Task to complete> Pick out each line below containing "into".

Task material>
# # # # #

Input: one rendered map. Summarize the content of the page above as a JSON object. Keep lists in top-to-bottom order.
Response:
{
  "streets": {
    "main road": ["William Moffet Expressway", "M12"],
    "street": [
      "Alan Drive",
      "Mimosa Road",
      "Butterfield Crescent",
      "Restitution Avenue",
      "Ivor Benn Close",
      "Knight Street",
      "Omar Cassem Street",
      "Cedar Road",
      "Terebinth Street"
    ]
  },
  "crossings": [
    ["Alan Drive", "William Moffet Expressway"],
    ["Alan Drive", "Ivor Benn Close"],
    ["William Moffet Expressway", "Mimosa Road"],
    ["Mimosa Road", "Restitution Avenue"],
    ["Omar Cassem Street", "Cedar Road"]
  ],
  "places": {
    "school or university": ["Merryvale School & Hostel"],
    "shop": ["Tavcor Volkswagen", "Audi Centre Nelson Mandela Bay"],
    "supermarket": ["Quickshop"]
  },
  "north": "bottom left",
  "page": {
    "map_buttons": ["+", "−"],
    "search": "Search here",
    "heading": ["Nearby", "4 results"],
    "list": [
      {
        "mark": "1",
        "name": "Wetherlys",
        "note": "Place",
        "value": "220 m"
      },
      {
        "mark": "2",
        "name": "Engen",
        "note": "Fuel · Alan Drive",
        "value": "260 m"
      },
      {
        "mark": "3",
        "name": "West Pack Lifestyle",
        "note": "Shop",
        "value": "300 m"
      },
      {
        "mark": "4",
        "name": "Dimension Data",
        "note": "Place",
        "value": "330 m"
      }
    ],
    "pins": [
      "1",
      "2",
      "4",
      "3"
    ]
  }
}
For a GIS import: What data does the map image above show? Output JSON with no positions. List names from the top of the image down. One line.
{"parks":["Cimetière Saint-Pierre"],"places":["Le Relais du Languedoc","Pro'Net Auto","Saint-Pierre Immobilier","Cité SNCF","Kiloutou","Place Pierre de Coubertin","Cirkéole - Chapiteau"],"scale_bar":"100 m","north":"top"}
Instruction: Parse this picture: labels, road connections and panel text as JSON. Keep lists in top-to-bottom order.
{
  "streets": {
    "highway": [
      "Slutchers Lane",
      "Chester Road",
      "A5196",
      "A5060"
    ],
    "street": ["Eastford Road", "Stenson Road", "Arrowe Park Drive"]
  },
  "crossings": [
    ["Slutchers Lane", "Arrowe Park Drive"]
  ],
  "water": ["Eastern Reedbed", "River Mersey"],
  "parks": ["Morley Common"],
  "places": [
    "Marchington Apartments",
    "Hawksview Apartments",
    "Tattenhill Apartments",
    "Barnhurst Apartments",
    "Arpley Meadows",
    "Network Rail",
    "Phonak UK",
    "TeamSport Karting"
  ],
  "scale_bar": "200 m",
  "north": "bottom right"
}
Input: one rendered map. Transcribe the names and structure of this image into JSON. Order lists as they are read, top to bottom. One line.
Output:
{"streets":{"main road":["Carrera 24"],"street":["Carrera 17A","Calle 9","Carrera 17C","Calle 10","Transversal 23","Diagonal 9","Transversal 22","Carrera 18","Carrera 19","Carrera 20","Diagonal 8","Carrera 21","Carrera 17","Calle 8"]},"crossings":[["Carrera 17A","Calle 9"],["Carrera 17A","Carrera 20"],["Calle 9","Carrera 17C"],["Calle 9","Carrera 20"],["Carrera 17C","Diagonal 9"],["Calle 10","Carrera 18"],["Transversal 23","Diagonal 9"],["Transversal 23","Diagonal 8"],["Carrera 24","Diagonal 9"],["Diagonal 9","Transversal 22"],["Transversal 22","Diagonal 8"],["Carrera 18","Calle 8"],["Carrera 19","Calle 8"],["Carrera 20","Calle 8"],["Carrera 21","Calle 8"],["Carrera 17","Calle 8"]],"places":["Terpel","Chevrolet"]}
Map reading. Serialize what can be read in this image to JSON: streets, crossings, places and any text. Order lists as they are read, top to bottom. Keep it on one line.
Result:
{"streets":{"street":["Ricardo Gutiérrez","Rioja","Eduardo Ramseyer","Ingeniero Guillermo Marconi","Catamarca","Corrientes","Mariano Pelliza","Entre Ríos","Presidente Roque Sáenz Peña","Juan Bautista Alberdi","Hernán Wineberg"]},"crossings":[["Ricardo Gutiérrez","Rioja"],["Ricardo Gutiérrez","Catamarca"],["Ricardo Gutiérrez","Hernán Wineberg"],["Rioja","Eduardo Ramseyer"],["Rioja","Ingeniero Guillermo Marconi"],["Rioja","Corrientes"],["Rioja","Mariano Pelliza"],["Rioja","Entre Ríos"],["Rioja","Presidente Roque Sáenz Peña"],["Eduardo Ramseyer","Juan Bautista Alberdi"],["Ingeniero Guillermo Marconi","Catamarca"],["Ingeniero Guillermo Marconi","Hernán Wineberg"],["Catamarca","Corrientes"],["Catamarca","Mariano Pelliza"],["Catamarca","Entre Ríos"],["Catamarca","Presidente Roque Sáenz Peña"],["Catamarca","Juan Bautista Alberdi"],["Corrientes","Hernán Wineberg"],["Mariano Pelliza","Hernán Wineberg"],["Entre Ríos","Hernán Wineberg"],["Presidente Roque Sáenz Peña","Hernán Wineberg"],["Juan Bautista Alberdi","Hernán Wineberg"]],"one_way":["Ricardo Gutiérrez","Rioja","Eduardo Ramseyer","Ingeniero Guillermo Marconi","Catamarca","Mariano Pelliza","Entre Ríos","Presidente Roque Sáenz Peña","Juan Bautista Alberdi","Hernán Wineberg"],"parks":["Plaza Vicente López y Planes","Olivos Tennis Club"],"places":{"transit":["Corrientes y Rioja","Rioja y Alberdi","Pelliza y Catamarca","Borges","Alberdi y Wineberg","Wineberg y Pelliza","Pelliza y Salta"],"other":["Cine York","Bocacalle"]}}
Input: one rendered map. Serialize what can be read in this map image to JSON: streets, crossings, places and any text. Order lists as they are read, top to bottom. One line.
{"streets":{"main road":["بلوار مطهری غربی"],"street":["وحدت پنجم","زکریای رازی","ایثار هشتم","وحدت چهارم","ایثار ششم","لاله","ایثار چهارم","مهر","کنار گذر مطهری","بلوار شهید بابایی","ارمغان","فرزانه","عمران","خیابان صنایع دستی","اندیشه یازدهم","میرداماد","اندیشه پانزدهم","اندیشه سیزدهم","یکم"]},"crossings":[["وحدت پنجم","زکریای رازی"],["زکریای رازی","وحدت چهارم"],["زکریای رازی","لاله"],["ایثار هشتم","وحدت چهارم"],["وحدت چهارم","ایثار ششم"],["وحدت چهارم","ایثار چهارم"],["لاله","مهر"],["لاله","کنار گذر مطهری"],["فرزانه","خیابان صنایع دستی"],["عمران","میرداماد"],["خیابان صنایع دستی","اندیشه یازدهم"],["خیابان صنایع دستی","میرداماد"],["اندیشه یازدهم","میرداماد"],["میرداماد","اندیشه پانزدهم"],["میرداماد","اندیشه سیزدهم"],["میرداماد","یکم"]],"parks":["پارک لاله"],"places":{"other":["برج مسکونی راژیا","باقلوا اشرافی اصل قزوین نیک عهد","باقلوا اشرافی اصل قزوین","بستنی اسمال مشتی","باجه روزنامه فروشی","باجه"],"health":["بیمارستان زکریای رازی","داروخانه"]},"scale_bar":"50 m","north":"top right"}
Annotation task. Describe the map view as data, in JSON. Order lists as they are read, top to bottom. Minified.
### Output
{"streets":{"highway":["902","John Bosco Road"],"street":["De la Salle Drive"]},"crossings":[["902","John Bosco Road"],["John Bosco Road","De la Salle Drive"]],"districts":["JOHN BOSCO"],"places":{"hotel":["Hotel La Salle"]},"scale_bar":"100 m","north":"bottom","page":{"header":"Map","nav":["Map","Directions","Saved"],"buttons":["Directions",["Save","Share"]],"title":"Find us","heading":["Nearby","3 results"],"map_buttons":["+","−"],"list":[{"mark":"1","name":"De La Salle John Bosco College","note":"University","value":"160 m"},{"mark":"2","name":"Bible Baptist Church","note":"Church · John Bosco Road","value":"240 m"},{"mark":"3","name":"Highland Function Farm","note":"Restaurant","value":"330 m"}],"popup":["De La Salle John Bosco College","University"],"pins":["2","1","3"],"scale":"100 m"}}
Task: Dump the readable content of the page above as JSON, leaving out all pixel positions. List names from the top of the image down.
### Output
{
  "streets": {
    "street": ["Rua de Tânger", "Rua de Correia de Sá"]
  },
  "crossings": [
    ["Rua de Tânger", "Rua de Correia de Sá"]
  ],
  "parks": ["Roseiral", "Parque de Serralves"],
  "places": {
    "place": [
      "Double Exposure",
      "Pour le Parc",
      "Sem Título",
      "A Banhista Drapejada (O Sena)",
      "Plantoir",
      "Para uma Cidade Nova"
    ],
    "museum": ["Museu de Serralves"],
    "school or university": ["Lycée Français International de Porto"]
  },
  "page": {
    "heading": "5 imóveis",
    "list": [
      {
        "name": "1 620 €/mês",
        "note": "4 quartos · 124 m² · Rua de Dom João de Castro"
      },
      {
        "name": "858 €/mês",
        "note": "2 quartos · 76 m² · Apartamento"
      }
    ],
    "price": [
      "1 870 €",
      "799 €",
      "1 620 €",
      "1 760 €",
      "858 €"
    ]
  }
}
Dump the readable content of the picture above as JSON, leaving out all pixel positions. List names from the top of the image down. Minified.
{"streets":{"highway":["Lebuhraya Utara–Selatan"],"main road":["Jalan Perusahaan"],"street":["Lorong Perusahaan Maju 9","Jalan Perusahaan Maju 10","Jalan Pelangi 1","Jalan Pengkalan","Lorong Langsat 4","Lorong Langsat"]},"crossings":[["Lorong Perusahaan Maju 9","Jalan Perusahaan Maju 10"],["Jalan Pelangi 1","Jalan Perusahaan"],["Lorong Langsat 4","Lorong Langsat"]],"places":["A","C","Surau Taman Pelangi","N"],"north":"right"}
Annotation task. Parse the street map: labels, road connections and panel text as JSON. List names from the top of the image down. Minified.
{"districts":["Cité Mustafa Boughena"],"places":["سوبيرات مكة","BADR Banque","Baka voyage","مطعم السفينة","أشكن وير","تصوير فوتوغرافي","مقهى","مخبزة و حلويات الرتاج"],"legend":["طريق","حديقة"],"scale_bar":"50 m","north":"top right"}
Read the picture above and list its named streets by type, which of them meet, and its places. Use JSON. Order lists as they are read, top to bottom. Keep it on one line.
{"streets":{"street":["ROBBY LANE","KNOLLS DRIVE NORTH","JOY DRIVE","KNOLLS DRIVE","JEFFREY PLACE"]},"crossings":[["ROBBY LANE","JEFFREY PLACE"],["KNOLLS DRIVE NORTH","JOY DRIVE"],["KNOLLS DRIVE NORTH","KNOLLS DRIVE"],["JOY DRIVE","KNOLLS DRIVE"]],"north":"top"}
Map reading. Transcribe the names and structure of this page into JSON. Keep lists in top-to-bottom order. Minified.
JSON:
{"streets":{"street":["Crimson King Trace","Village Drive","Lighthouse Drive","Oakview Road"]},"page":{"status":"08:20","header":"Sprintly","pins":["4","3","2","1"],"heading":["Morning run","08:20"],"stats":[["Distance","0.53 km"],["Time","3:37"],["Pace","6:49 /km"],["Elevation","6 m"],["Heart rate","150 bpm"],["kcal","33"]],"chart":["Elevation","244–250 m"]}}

# # # # #

Your response>
Input: one rendered map. Transcribe the names and structure of this image into JSON. Order lists as they are read, top to bottom. One line.
Map reading. Transcribe the names and structure of this page into JSON. Keep lists in top-to-bottom order. Minified.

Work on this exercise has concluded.